Intuition: Create a new node, point it to the current head, and update the head.

Node* insertAtHead(Node* head, int val) {
    Node* newNode = new Node(val);
    newNode->next = head;
    return newNode;
}
// TC: O(1)
// SC: O(1)

Insert Node at End

Intuition: Traverse to the last node, attach the new node.

Node* insertAtEnd(Node* head, int val) {
    Node* newNode = new Node(val);
    if (!head) return newNode;
    Node* temp = head;
    while (temp->next) temp = temp->next;
    temp->next = newNode;
    return head;
}
// TC: O(n)
// SC: O(1)

Insert at K-th Position (1-based index)

Intuition: Traverse to (k-1)-th node and adjust pointers.

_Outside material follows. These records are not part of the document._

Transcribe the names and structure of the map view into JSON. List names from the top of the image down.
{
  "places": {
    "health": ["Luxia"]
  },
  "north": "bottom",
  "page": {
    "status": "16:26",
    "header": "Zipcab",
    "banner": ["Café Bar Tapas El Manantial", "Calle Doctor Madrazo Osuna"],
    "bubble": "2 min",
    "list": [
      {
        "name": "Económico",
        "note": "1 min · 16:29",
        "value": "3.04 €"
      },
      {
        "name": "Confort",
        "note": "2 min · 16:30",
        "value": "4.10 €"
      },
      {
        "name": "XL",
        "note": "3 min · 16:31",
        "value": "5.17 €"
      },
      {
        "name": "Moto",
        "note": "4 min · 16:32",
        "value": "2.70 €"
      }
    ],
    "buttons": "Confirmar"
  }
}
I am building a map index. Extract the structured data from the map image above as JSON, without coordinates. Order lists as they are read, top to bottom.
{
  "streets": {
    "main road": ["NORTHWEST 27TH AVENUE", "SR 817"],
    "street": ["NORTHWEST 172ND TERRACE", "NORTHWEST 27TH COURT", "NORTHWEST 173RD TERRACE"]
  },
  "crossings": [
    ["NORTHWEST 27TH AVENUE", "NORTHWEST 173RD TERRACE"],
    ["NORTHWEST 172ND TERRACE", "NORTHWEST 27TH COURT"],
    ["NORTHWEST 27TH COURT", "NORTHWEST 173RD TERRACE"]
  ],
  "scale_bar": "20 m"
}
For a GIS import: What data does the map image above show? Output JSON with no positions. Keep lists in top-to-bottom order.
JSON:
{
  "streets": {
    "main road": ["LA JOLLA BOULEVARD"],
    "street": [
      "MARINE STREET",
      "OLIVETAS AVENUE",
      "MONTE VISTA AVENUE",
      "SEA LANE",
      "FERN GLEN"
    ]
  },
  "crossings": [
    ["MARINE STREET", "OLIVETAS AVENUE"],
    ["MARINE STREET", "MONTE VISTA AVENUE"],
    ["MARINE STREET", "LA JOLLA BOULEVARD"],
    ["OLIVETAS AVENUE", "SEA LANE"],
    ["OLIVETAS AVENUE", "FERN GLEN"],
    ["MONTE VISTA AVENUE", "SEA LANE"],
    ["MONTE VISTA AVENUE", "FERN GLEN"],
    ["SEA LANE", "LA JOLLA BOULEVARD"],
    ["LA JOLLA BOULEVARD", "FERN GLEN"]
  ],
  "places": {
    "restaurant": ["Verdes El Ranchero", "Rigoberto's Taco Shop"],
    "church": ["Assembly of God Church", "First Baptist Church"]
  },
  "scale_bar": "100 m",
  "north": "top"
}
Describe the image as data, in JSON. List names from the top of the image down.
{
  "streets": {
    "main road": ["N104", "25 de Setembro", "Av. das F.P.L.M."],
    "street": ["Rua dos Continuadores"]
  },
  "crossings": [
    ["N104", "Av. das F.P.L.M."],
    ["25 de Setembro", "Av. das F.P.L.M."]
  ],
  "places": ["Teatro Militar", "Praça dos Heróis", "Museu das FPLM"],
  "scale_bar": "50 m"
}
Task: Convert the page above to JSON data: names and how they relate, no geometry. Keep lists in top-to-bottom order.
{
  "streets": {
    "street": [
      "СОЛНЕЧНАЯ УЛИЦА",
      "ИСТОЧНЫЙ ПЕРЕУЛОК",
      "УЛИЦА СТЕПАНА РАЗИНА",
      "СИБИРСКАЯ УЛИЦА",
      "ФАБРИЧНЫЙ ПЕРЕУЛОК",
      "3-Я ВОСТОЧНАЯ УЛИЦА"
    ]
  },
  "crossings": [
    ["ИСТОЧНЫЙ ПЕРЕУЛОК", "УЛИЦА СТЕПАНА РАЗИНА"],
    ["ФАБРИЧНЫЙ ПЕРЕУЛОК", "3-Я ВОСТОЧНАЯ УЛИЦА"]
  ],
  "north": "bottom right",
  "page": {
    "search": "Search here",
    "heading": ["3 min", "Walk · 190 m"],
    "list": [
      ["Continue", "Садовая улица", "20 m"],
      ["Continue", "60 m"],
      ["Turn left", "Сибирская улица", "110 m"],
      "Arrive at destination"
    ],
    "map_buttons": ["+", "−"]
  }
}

Node* insertAtK(Node* head, int k, int val) {
    if (k == 1) return insertAtHead(head, val);
    Node* temp = head;
    for (int i = 1; i < k - 1 && temp; i++) {
        temp = temp->next;
    }
    if (!temp) return head;
    Node* newNode = new Node(val);
    newNode->next = temp->next;
    temp->next = newNode;
    return head;
}
// TC: O(k)
// SC: O(1)

Insert Before Value X

Intuition: Find the node before the one containing X and insert before it.

Node* insertBeforeVal(Node* head, int val, int target) {
    if (!head) return head;
    if (head->data == target) return insertAtHead(head, val);
    Node* temp = head;
    while (temp->next && temp->next->data != target) {
        temp = temp->next;
    }
    if (!temp->next) return head;
    Node* newNode = new Node(val);
    newNode->next = temp->next;
    temp->next = newNode;
    return head;
}
// TC: O(n)
// SC: O(1)

Leetcode 206 – Reverse Linked List

Intuition: Change next pointers while traversing using 3 pointers (prev, curr, next).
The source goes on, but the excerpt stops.